Monday, December 31, 2012

Interesting Resource Regarding Jewish Views on Guns ...

I published my sermon on guns and violence here and wanted to follow up with an article which details different views on how the rabbis of old addressed issues similar to gun violence ... consider what the article says and make your own choice regarding how to respond.

And, as today is December 31st, may we each have a safe, healthy, and meaningful (secular) new year.   : )

Monday, December 24, 2012

I'm Struggling in the Aftermath of the Connecticut Tragedy ...

Sermon Delivered at Temple Israel of West Palm Beach on Friday, December 21, 2012 

Shabbat shalom.

I have been struggling this week … struggling to understand the pain of the Connecticut tragedy, and struggling to understand what lessons should come from it.
I have listened to clergy of other faiths talk about evil and sin in the world in response and I am shattered by the thought that this is the meaning taken from the event … because it is not as simple as “there is evil in the world” and "being a good person will eradicate evil."  We humans are much too complex to think these simple ideas will solve our problems.
I have been forwarded news articles and sermons regarding the tragedy.  I have read and I have sat in silence to contemplate … I have written … and I have cried ... and I am worried that I will too soon reach the point of being burned out from compassion fatigue.
As many of you know, I have chosen to be without cable since Yom Kippur and, last month, I even went on what I called a “Facebook Diet.”  Yes, I receive the Sunday paper each week and I have access to the Internet, and I listen to the news pretty much every day on this old-fashioned thing people used to call a “radio,” but I have intentionally been trying to reduce the amount of information I receive for a while now … because, frankly, the news is disturbing and overwhelming.
I say "disturbing" because there is gossip included in what we call "news," because the race to be first reporting something has trumped the ideal that whatever is reported should be double- and even triple-fact-checked … so perhaps we should change the name from "news" to something different … perhaps we should all sit down and watch the “6 O’clock Speculation.”   This is reckless.
Worse, sitting down to watch the news soon becomes repetitive, even though I gather my news from very limited sources ... and the problem is, hearing it over and over, and seeing it over and over ... this repetition can make us immune … but, in a weird way, thankfully immune, because, if we weren’t just a little bit immune, if our hearts weren’t hardened just a little, we couldn’t make it through the day.
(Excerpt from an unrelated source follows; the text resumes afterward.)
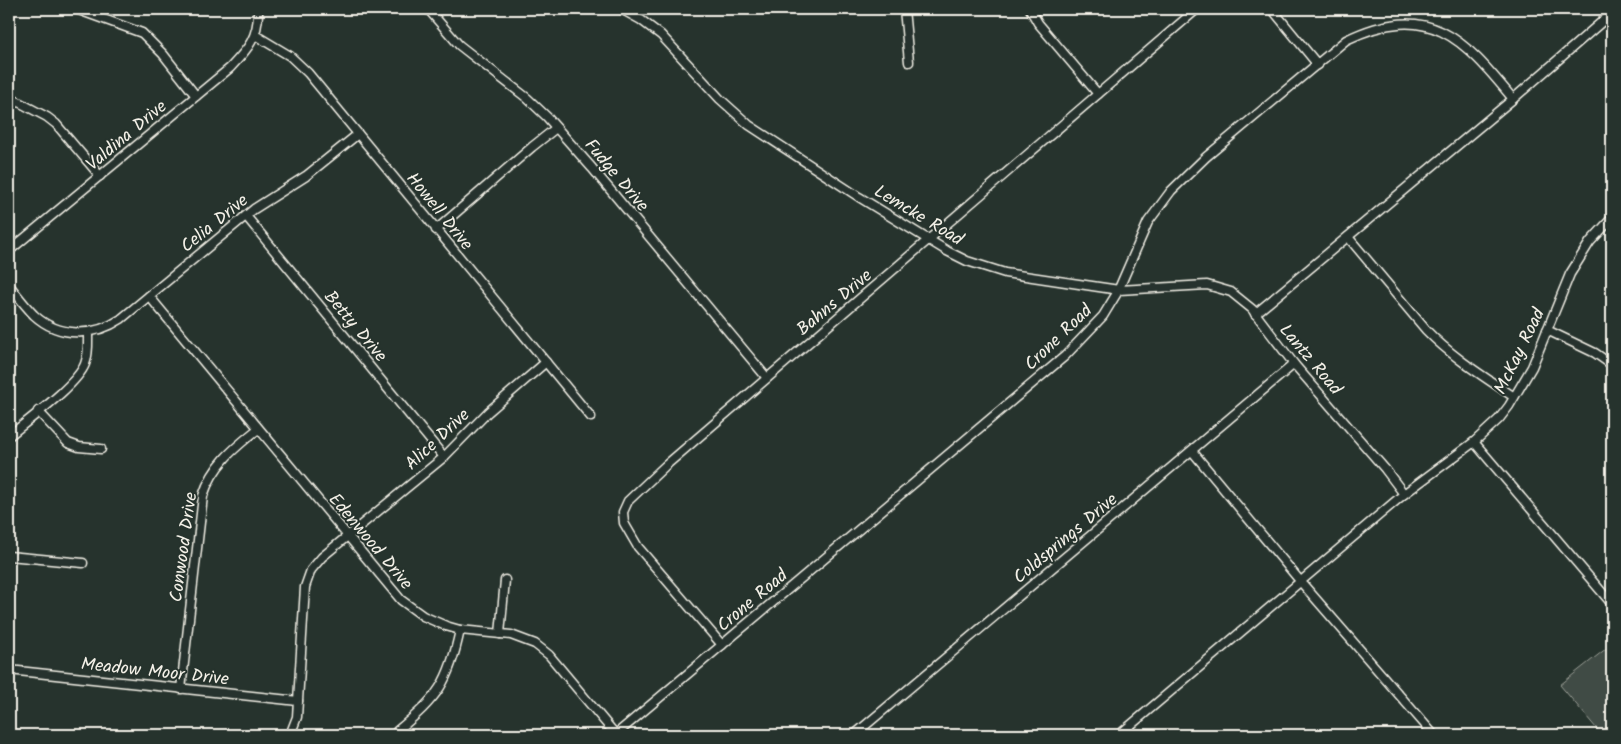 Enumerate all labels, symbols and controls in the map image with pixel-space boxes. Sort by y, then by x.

            I hear about the prayer vigils that have been occurring around the country and, again, I am disturbed … I am not disturbed by the well-meaning people who come together to express their faith and support for the victims, but disturbed because I am concerned that this is where their actions will end. 
I am concerned that people will believe that their prayers are sufficient to heal this broken world.
I am concerned that their hearts will somehow be relieved of the burden and responsibility we all share to ensure that this does not happen again.
I am concerned that, once the victims are finally all buried, since the gunman is dead and there won’t be a trial, I am concerned that we will just all "move on" without the urgency of making sure it never happens again … just like when we moved on after Columbine, even though we talked about the shooters being outsiders and mentally ill … just like when we moved on after Gabrielle Giffords was shot and 6 people were killed by 22-year-old Jared Loughner … just like when we moved on after the theater shooting in Colorado, just 5 months ago, where 12 people were killed and 58 people were injured … just like when we moved on until last Friday when 20 children and 7 adults died.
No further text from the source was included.